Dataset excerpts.

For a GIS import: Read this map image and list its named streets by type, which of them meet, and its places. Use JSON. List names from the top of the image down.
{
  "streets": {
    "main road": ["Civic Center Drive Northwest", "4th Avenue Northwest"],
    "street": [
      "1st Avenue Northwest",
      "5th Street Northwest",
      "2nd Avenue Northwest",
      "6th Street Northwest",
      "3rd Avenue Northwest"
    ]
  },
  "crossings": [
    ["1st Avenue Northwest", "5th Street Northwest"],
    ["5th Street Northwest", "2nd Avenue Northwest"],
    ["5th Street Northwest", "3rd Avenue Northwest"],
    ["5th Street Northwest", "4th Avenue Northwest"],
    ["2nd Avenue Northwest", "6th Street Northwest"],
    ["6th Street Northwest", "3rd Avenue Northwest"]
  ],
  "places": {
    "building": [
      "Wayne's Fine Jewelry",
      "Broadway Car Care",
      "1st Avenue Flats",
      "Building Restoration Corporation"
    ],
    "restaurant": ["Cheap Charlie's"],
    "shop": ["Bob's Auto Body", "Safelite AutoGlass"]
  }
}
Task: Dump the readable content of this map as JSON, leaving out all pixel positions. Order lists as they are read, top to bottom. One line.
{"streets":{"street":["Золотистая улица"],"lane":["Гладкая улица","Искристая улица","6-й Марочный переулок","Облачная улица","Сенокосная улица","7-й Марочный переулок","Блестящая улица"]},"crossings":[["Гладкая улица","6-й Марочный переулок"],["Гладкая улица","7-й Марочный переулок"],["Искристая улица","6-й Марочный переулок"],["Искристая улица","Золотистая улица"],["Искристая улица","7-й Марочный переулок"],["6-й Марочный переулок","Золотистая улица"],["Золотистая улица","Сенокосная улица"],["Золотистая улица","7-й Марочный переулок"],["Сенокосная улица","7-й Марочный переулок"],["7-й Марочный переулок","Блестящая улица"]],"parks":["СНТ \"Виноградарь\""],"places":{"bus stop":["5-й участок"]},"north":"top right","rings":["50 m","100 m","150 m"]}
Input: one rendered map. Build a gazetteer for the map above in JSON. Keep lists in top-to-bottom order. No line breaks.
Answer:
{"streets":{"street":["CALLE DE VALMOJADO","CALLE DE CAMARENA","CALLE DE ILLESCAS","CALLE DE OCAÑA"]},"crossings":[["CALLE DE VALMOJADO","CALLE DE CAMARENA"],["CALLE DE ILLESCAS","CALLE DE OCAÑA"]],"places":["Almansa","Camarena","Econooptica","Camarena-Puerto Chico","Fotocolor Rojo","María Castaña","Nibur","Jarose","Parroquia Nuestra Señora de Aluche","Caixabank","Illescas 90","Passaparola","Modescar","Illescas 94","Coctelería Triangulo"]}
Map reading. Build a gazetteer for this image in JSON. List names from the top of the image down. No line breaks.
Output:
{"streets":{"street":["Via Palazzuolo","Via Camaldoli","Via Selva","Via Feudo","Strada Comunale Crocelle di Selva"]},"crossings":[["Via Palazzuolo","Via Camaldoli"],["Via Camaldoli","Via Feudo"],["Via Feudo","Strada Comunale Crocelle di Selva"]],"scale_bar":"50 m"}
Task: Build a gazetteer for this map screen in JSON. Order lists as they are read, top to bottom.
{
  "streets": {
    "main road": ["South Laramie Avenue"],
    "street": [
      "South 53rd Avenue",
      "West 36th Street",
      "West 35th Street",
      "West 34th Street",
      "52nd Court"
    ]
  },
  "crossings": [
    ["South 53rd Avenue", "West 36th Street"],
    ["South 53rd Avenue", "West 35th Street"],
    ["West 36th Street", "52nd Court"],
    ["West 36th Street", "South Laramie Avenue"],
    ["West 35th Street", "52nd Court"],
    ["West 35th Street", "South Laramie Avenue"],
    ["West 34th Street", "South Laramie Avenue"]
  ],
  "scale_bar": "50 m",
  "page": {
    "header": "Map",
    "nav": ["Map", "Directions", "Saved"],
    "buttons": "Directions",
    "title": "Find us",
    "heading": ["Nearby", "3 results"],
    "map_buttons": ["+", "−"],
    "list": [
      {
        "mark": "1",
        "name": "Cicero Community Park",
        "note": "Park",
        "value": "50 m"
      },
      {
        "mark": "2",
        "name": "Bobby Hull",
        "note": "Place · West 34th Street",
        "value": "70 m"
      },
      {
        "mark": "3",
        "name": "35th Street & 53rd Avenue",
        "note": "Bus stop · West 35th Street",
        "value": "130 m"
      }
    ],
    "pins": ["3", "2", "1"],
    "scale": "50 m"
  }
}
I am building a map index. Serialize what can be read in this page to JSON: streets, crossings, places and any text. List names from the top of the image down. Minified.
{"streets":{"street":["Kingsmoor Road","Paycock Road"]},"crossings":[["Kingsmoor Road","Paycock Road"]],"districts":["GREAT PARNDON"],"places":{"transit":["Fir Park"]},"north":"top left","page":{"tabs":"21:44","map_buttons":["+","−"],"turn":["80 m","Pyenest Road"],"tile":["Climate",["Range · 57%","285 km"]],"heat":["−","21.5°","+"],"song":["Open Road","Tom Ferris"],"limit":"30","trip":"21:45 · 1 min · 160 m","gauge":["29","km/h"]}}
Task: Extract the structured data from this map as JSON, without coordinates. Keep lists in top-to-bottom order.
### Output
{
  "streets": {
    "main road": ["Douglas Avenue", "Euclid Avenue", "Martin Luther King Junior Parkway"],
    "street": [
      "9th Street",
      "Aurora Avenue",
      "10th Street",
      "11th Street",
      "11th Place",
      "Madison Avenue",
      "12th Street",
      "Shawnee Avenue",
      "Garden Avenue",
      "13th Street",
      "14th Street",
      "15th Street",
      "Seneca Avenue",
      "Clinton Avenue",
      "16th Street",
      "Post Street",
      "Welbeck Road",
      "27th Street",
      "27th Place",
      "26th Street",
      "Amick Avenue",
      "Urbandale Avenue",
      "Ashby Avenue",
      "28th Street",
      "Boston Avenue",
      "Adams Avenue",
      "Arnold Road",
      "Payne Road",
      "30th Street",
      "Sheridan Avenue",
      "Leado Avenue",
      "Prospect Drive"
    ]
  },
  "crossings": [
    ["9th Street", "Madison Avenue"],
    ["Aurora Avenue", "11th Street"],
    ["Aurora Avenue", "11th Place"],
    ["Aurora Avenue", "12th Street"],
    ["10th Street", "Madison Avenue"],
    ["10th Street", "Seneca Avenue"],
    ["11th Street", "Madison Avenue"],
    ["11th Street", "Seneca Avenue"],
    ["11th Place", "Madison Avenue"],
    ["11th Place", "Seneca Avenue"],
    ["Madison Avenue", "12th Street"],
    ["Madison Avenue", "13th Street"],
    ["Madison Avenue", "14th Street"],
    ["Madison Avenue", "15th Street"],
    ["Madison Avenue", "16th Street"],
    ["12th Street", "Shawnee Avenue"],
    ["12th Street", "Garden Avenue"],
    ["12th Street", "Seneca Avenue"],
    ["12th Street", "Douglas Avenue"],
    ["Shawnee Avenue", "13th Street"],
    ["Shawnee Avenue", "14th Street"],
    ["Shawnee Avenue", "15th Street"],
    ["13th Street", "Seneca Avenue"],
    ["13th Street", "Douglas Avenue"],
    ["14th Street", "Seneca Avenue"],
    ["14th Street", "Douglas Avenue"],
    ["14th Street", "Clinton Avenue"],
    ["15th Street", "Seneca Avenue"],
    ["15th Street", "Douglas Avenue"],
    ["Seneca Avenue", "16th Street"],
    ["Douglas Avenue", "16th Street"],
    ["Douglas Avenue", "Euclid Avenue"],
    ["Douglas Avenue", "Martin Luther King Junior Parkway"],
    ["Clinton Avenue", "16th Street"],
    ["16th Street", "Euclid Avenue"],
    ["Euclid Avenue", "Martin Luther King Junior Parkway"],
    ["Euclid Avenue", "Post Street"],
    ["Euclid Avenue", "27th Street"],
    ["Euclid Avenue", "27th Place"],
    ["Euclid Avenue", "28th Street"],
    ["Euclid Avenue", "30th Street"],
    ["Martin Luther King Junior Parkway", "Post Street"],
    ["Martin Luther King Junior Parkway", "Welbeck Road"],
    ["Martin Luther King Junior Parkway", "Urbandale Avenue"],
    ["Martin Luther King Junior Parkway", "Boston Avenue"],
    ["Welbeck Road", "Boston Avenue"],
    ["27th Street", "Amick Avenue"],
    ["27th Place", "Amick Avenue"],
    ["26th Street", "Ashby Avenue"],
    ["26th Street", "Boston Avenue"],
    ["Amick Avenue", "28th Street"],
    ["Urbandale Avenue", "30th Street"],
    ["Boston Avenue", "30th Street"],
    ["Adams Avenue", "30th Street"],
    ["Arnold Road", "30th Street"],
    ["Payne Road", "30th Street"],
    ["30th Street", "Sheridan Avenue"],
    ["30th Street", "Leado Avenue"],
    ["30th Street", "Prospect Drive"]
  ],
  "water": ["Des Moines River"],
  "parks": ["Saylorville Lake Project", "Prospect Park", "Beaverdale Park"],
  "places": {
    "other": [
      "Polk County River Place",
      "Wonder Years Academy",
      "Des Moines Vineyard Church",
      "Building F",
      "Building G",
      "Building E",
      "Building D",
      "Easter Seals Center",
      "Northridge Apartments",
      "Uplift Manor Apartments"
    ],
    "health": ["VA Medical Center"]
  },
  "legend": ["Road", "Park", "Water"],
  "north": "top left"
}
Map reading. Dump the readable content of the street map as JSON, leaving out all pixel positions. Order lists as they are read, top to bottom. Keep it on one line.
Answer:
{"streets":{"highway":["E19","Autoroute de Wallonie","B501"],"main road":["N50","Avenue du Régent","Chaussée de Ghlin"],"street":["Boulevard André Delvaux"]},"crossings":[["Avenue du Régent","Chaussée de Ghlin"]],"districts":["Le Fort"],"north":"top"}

Task item. Your answer must consist solely of the lines above between the line holding "Input: one rendered" and the line holding "Map reading. Build", inclusive, copied exactly.

Written solution.
Input: one rendered map. Build a gazetteer for the map above in JSON. Keep lists in top-to-bottom order. No line breaks.
Answer:
{"streets":{"street":["CALLE DE VALMOJADO","CALLE DE CAMARENA","CALLE DE ILLESCAS","CALLE DE OCAÑA"]},"crossings":[["CALLE DE VALMOJADO","CALLE DE CAMARENA"],["CALLE DE ILLESCAS","CALLE DE OCAÑA"]],"places":["Almansa","Camarena","Econooptica","Camarena-Puerto Chico","Fotocolor Rojo","María Castaña","Nibur","Jarose","Parroquia Nuestra Señora de Aluche","Caixabank","Illescas 90","Passaparola","Modescar","Illescas 94","Coctelería Triangulo"]}
Map reading. Build a gazetteer for this image in JSON. List names from the top of the image down. No line breaks.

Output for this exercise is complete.